• Description of the task:
Give again the line that contains "3l9 9-9 9-9-9zM9" and every line after it to the end of the records. Keep them exactly as they are and add nothing.

• Dataset records:
--- START ---

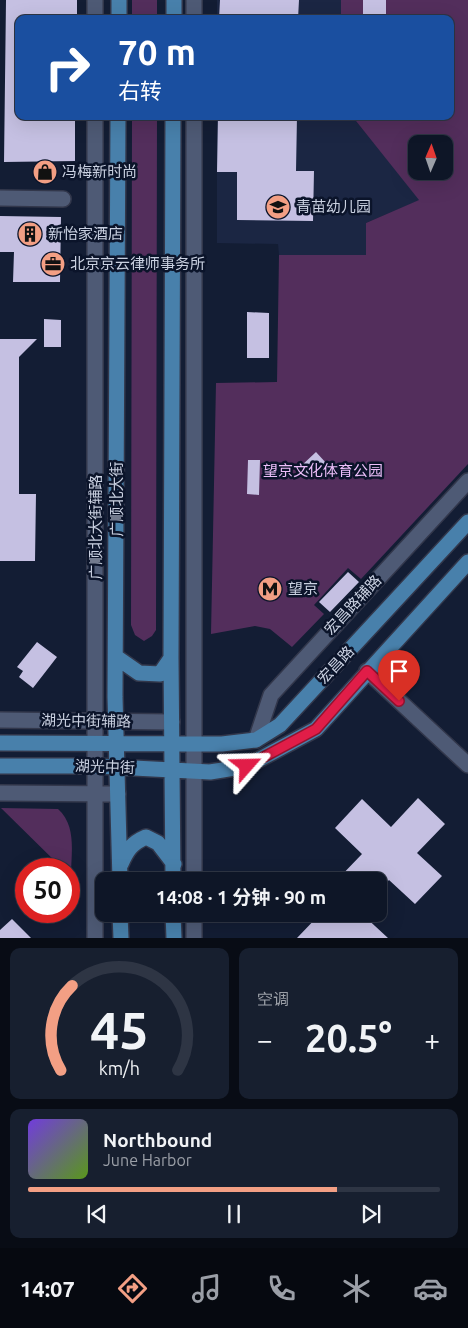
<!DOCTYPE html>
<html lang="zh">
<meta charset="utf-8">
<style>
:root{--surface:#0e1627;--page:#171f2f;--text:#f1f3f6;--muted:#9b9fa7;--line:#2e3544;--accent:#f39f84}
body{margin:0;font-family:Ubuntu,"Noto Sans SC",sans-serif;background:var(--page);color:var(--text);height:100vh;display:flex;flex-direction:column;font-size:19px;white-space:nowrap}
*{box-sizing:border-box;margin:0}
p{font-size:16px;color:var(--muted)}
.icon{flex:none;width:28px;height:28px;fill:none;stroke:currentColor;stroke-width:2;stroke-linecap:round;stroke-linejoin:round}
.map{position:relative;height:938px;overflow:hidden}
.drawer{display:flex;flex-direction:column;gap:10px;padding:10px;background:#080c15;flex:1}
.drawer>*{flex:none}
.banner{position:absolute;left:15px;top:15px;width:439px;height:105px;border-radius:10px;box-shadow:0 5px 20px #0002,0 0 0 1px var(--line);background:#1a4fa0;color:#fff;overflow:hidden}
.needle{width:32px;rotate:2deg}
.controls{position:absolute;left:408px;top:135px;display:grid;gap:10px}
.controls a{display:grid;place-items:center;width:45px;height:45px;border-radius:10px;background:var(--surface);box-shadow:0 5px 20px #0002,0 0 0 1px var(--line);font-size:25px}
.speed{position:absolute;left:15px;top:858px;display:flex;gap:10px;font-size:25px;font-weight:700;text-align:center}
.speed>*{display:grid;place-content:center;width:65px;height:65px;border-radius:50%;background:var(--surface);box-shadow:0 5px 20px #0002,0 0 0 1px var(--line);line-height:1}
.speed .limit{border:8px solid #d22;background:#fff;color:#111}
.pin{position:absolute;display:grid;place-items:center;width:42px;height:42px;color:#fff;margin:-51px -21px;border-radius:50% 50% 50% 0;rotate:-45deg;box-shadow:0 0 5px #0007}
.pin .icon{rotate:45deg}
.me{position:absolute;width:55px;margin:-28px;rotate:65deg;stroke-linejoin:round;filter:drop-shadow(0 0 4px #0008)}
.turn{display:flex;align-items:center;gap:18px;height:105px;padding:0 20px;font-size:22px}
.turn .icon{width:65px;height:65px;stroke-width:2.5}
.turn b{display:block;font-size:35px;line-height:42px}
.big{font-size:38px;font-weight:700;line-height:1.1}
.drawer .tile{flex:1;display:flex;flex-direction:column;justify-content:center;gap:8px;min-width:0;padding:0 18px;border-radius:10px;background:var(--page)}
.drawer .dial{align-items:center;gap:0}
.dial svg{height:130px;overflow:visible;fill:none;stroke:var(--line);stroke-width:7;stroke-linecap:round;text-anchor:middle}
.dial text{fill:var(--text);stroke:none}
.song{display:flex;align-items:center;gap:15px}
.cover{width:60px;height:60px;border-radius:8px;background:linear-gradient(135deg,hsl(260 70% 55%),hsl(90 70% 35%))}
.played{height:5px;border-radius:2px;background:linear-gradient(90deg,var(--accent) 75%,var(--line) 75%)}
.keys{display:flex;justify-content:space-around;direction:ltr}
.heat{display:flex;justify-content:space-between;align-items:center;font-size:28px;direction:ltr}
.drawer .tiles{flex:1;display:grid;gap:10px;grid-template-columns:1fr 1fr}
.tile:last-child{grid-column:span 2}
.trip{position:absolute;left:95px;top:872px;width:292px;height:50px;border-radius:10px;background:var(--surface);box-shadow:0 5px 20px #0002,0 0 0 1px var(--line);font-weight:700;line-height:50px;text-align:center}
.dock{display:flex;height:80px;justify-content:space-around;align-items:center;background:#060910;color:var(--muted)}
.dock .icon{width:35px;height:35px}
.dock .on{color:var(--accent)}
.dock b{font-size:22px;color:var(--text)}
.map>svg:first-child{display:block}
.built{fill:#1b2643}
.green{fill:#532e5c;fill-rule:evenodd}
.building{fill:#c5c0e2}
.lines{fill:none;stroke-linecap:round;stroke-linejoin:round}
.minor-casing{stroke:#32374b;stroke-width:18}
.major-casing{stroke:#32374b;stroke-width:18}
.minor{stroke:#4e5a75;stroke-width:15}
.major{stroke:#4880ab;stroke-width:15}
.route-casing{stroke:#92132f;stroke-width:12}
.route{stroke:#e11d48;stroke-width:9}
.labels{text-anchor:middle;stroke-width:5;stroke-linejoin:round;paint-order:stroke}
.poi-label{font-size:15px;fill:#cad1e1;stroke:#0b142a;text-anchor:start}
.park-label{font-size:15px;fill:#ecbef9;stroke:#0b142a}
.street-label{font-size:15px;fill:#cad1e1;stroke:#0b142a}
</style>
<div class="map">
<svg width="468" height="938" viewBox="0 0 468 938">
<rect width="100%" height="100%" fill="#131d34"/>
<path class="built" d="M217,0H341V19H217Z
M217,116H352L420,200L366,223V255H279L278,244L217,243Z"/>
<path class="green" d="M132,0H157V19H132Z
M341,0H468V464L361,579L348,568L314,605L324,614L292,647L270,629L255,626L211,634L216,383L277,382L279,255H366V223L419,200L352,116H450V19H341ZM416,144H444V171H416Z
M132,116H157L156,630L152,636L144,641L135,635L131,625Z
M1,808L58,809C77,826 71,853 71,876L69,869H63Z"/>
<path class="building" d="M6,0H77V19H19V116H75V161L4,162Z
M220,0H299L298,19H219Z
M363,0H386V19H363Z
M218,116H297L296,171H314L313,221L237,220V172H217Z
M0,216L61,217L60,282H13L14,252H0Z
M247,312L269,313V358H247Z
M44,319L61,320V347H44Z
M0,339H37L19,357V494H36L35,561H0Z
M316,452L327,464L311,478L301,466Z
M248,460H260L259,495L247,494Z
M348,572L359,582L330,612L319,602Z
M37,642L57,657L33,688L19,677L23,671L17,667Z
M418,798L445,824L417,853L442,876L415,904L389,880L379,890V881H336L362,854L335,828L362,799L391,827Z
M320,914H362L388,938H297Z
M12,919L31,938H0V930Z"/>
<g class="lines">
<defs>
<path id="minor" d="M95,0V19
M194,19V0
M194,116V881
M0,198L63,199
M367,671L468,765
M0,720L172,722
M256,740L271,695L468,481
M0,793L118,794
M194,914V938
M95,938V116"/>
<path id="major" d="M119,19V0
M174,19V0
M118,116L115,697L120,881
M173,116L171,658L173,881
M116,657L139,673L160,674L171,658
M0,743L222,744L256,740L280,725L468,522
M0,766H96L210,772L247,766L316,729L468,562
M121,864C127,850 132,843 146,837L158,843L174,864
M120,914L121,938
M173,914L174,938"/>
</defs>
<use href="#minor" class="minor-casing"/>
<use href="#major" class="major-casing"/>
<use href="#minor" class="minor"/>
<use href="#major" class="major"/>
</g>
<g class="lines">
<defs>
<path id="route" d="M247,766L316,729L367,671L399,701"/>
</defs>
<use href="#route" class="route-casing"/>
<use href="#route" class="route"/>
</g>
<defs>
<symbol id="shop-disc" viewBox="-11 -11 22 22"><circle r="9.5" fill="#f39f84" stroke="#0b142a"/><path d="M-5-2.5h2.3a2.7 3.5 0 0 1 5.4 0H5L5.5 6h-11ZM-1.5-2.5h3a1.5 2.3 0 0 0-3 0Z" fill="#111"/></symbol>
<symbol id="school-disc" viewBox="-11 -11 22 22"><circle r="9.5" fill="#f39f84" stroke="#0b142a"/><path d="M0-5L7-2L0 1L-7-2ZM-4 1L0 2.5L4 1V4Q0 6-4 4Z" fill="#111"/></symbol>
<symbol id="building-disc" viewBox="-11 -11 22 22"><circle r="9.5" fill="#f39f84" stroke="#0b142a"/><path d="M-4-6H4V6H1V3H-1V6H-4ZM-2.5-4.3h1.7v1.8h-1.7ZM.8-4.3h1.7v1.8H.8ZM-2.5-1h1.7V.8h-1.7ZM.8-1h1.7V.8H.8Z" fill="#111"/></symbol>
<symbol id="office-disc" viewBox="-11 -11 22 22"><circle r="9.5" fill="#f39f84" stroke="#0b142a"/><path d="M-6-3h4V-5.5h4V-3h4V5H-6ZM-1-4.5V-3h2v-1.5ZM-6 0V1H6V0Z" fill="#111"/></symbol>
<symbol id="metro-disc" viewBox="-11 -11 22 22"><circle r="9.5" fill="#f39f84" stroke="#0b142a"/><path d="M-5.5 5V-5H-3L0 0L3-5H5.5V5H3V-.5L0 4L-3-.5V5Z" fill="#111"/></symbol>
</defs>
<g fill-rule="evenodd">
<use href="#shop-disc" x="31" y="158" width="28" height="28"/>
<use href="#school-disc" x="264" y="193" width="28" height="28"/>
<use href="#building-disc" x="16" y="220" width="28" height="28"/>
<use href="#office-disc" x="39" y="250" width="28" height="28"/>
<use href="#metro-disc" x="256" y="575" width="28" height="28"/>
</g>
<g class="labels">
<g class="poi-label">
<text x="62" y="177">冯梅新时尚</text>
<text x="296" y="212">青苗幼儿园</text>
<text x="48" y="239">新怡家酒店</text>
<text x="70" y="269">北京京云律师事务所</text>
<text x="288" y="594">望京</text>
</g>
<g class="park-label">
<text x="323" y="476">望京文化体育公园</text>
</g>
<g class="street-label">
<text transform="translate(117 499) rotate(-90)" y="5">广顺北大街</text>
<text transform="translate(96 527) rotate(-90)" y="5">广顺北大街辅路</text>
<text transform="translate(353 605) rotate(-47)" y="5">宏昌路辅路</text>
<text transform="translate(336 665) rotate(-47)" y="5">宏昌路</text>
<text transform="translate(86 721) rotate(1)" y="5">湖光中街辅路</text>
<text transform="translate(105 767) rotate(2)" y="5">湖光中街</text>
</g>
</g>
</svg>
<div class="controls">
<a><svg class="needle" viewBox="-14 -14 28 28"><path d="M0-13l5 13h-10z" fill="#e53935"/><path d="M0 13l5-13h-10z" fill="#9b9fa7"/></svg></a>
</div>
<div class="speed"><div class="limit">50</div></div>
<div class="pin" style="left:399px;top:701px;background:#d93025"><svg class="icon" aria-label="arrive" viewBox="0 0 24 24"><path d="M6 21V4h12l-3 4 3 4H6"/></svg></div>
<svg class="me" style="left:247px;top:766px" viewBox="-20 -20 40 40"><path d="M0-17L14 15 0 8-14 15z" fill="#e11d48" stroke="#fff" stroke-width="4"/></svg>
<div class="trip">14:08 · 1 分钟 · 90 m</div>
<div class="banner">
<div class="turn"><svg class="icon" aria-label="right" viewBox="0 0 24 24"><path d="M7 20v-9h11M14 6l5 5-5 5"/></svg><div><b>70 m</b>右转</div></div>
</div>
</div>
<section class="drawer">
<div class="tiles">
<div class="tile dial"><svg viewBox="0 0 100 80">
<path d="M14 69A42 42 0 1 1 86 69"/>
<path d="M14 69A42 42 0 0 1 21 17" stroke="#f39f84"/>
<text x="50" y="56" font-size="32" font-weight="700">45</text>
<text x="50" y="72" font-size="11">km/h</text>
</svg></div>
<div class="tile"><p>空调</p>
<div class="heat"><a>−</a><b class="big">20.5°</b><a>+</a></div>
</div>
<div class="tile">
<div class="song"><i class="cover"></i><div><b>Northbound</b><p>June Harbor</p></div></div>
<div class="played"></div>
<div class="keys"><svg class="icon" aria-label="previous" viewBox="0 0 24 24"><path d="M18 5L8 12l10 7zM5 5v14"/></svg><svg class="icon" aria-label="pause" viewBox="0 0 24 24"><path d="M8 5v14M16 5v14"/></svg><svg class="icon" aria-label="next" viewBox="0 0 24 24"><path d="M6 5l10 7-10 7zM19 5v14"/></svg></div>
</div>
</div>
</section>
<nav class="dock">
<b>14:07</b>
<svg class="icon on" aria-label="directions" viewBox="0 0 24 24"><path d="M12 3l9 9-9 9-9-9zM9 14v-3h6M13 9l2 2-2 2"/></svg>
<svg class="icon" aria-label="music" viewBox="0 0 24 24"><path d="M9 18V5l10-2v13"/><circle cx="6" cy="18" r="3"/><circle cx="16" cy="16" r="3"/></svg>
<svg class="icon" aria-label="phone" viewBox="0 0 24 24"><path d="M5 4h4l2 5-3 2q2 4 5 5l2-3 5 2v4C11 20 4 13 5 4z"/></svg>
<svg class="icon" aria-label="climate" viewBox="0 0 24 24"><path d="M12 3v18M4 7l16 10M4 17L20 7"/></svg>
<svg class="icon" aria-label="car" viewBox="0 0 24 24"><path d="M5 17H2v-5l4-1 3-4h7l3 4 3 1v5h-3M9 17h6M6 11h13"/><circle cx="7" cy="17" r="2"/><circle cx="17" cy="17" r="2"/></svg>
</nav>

--- END ---

• Your solution:
<svg class="icon on" aria-label="directions" viewBox="0 0 24 24"><path d="M12 3l9 9-9 9-9-9zM9 14v-3h6M13 9l2 2-2 2"/></svg>
<svg class="icon" aria-label="music" viewBox="0 0 24 24"><path d="M9 18V5l10-2v13"/><circle cx="6" cy="18" r="3"/><circle cx="16" cy="16" r="3"/></svg>
<svg class="icon" aria-label="phone" viewBox="0 0 24 24"><path d="M5 4h4l2 5-3 2q2 4 5 5l2-3 5 2v4C11 20 4 13 5 4z"/></svg>
<svg class="icon" aria-label="climate" viewBox="0 0 24 24"><path d="M12 3v18M4 7l16 10M4 17L20 7"/></svg>
<svg class="icon" aria-label="car" viewBox="0 0 24 24"><path d="M5 17H2v-5l4-1 3-4h7l3 4 3 1v5h-3M9 17h6M6 11h13"/><circle cx="7" cy="17" r="2"/><circle cx="17" cy="17" r="2"/></svg>
</nav>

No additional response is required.